Drug–Drug, Drug–Disease and Disease–Disease Interactions in COVID-19 with Cardiovascular Diseases (CVDs)

Department of Cardiology, Nizams Institute of Medical Sciences, Punjagutta, Hyderabad, Telangana, India
Address for correspondence M. Jyotsna, MD, DM, FACC, FESC, FICC Department of Cardiology, Nizams Institute of Medical Sciences Punjagutta, Hyderabad 500082, Telangana India janaswamyjyotsna@gmail.com
Licence
This is an open access article published by Thieme under the terms of the Creative Commons Attribution-NonDerivative-NonCommercial License, permitting copying and reproduction so long as the original work is given appropriate credit. Contents may not be used for commercial purposes, or adapted, remixed, transformed or built upon. (https://creativecommons.org/licenses/by-nc-nd/4.0/)
Disclaimer:
This article was originally published by Thieme Medical and Scientific Publishers Private Ltd. and was migrated to Scientific Scholar after the change of Publisher.

Abstract

Abstract

Coronaviruses are a large family of single positive-stranded, enveloped RNA viruses that can infect many animal species and humans.
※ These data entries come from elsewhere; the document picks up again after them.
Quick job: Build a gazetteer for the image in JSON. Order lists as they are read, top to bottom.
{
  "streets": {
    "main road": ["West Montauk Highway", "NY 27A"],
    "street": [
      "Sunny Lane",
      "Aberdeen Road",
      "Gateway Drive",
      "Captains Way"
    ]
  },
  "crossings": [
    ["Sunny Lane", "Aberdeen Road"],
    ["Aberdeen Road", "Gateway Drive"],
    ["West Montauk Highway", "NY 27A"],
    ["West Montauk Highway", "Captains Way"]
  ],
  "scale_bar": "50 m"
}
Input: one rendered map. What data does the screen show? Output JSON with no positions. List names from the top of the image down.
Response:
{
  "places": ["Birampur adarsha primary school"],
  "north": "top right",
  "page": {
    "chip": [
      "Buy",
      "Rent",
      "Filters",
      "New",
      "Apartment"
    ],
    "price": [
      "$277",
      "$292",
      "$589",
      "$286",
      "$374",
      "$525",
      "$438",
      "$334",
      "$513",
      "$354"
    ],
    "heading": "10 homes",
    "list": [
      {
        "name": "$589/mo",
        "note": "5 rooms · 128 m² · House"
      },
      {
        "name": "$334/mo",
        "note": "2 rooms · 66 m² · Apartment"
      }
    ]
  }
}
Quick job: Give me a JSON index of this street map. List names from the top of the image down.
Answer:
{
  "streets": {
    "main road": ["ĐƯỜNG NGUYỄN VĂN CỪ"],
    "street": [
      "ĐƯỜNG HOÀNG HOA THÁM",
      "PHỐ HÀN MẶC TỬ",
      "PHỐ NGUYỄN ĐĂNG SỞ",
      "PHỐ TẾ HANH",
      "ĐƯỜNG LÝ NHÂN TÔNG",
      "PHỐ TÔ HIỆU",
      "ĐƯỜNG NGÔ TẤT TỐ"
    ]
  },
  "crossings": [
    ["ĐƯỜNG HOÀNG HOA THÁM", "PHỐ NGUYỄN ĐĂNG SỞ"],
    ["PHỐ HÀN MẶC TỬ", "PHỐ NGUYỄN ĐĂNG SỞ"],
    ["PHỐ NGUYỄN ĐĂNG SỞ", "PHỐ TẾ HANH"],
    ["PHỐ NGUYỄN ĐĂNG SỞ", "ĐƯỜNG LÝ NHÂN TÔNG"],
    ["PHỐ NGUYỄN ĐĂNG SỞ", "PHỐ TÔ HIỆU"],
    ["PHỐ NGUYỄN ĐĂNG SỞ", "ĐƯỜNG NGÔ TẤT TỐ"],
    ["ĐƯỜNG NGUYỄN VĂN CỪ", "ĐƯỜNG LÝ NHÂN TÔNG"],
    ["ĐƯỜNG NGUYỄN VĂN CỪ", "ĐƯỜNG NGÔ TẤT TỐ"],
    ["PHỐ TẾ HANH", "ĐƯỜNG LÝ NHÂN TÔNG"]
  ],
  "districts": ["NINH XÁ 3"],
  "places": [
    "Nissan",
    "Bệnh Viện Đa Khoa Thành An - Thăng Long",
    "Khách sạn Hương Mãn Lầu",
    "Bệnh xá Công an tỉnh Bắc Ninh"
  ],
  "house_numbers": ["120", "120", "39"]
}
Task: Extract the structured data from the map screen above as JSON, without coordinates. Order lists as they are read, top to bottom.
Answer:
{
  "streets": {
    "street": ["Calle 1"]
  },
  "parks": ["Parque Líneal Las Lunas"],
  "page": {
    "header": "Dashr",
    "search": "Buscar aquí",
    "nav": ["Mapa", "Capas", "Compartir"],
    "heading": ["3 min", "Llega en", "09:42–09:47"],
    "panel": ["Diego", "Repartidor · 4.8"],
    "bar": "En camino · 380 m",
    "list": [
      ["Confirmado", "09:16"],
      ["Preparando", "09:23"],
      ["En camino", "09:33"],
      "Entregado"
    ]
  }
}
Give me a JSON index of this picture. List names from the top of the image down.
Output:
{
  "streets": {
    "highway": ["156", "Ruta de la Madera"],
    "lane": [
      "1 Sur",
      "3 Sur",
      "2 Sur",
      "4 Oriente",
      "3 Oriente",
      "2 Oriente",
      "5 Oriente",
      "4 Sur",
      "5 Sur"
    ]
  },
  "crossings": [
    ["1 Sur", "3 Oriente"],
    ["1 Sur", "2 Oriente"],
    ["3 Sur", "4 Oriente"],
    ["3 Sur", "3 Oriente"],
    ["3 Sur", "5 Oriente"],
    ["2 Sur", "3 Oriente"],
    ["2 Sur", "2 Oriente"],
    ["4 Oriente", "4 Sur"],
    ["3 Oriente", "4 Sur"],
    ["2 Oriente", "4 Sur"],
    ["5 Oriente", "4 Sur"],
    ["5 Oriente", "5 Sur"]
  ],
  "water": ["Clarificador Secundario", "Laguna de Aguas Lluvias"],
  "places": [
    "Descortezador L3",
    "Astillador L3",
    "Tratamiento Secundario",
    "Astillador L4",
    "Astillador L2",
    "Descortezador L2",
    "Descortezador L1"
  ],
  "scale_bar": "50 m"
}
Human coronaviruses can be divided based on their pathogenicity. Globally so far, over nine million people have tested COVID-19 positive, of which, 4, 25,000 are in India. The FDA for the prevention or treatment of COVID-19 has approved no drugs or biologics. Numerous other antiviral agents, immunotherapies, and vaccines continue to be investigated and developed as potential therapies. Searching for effective therapies for COVID-19 infection is a complex process. The cardiovascular disease (CVD) drugs and the COVID-19 treating drugs show potent drug–drug interactions (DDI), disease–drug interactions, and disease–disease interactions.

Keywords

cardiovascular drugs
COVID-Drugs
interactions
pharmacotherapies

Introduction

Coronaviruses are a large family of single positive-stranded, enveloped RNA viruses that can infect many animal species and humans. Initially, from bat to human is the most likely model of cross-species transmission. Based on their pathogenicity, human Coronavirus can be divided into SARS-CoV, MERS-CoV, and the current novel SARS-CoV-2 which is of high pathogenicity.1

Globally so far, over nine million people have tested COVID-19 positive, of which, 4,25,000 are in India. It is an illness caused by a Coronavirus. The primary target of the Coronavirus disease (COVID-19) is the respiratory tract and that is why it is known as severe acute respiratory syndrome Coronavirus-2 (SARS-CoV-2). The FDA has approved no biologics or a drug for the treatment and prevention of COVID-19. Nevertheless, on May 1, 2020, FDA gave emergency authorization for the use of Remdesivir; severely affected patients have shown faster recovery based on preliminary hospital data. The search for effective treatment or therapies for COVID-19 infection is a complex and dynamic process. Many potential therapies like immunotherapies, antiviral agents, and vaccines continue to be developed and investigated. Pharmacotherapy guidelines and reviews have been published for COVID-19,2 including the global SOLIDARITY trail.3

The main point of this review is to discuss the drug-drug interactions (DDI) and drug-disease interactions, and we are not discussing whether the particular drugs are indicated or not.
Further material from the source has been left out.